▶ _Extracted data entries_:
^^^^

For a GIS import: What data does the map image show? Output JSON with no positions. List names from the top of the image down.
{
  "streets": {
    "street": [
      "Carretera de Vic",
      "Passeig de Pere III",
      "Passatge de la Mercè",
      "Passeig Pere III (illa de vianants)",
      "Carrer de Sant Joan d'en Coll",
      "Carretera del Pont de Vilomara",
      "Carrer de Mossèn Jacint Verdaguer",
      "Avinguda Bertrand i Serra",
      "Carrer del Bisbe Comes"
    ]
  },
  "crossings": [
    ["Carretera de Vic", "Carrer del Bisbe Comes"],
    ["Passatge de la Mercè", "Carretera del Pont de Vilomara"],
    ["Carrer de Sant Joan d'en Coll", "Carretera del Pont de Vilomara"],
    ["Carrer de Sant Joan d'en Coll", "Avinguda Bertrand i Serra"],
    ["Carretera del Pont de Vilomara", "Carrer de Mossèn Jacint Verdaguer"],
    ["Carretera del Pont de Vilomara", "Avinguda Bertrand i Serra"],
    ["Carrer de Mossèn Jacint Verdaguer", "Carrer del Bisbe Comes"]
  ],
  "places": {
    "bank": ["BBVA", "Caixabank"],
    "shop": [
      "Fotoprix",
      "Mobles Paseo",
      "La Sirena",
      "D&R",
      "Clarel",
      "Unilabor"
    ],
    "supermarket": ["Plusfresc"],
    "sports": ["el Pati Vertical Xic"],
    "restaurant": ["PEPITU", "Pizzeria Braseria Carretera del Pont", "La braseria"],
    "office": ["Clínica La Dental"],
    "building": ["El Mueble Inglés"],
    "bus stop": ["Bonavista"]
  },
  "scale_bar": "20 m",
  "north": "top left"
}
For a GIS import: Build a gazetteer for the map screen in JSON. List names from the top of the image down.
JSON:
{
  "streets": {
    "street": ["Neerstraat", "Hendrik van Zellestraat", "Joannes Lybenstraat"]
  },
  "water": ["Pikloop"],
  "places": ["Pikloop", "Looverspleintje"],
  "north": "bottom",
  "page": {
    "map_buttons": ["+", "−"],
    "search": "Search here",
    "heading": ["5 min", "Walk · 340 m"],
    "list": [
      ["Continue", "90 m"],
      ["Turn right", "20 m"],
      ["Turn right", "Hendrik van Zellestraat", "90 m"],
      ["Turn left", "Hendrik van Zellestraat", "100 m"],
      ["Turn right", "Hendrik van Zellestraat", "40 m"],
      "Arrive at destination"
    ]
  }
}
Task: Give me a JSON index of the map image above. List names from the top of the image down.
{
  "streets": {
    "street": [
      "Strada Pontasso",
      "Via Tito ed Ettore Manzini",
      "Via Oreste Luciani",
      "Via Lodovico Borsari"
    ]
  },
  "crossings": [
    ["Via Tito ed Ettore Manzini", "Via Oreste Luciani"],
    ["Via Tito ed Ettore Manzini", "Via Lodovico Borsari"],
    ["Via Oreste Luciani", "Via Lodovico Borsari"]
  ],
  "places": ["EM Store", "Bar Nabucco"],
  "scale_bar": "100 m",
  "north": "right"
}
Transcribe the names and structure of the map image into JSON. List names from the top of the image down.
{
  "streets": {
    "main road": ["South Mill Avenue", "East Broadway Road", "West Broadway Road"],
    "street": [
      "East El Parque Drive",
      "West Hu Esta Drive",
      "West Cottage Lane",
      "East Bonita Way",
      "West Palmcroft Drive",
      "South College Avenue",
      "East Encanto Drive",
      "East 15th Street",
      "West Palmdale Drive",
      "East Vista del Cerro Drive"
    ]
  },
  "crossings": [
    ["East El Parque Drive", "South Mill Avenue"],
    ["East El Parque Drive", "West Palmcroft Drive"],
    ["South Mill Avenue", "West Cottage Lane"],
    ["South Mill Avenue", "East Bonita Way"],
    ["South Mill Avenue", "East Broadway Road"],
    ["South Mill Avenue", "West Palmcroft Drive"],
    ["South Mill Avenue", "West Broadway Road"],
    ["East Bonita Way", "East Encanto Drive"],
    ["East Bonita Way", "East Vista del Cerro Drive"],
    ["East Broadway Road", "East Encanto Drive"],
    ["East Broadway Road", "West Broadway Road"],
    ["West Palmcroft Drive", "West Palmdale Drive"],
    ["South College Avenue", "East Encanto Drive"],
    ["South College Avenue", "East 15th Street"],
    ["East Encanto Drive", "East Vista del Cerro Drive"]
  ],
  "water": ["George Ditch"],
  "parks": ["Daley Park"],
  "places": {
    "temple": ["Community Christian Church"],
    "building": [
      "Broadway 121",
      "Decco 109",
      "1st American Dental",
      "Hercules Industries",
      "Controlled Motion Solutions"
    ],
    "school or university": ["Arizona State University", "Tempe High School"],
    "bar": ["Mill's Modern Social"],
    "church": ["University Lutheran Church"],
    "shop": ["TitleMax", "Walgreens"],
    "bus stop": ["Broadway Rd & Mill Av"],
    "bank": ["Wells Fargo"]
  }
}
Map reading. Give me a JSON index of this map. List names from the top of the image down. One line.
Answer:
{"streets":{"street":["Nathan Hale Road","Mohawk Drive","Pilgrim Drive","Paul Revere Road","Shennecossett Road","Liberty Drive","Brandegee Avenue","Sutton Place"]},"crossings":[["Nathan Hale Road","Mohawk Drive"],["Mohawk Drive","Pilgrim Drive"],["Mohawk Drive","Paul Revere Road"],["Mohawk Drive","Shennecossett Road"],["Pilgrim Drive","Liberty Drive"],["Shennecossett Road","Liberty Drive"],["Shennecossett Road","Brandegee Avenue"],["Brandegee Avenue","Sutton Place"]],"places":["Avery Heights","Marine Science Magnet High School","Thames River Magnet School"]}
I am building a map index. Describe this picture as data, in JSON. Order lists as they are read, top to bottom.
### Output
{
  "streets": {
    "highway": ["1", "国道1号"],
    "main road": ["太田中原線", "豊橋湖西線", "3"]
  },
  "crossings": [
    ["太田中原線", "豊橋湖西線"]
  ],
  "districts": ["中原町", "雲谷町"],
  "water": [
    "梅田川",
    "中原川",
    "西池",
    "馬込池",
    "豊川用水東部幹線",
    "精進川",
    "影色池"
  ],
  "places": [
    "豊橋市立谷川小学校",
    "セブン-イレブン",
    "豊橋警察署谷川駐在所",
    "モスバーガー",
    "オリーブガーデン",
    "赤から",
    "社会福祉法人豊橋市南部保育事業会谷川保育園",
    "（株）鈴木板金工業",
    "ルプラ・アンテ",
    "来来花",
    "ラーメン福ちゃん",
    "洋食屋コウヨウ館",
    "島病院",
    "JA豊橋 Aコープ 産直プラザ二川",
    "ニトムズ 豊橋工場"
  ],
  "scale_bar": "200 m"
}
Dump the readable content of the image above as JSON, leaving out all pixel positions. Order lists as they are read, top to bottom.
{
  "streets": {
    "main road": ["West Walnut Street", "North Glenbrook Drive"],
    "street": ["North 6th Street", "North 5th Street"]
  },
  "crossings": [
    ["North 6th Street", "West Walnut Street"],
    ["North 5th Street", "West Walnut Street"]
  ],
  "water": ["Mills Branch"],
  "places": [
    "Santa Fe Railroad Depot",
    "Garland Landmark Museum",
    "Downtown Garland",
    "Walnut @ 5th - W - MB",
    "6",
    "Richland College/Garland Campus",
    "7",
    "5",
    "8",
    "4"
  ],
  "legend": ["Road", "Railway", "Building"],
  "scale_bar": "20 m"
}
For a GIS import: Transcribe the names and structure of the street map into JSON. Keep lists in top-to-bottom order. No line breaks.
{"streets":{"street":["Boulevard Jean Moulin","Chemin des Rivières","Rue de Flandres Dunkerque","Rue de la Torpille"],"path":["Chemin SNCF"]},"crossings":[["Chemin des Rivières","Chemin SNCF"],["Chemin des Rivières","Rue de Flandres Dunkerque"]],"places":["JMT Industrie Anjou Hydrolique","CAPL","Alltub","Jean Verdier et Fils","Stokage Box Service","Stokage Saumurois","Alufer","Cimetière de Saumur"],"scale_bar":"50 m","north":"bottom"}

^^^^

▶ _TASK TO CARRY OUT_: Extract each line holding the word "Give" from the records.

▶ _WRITTEN SOLUTION_:
Task: Give me a JSON index of the map image above. List names from the top of the image down.
Map reading. Give me a JSON index of this map. List names from the top of the image down. One line.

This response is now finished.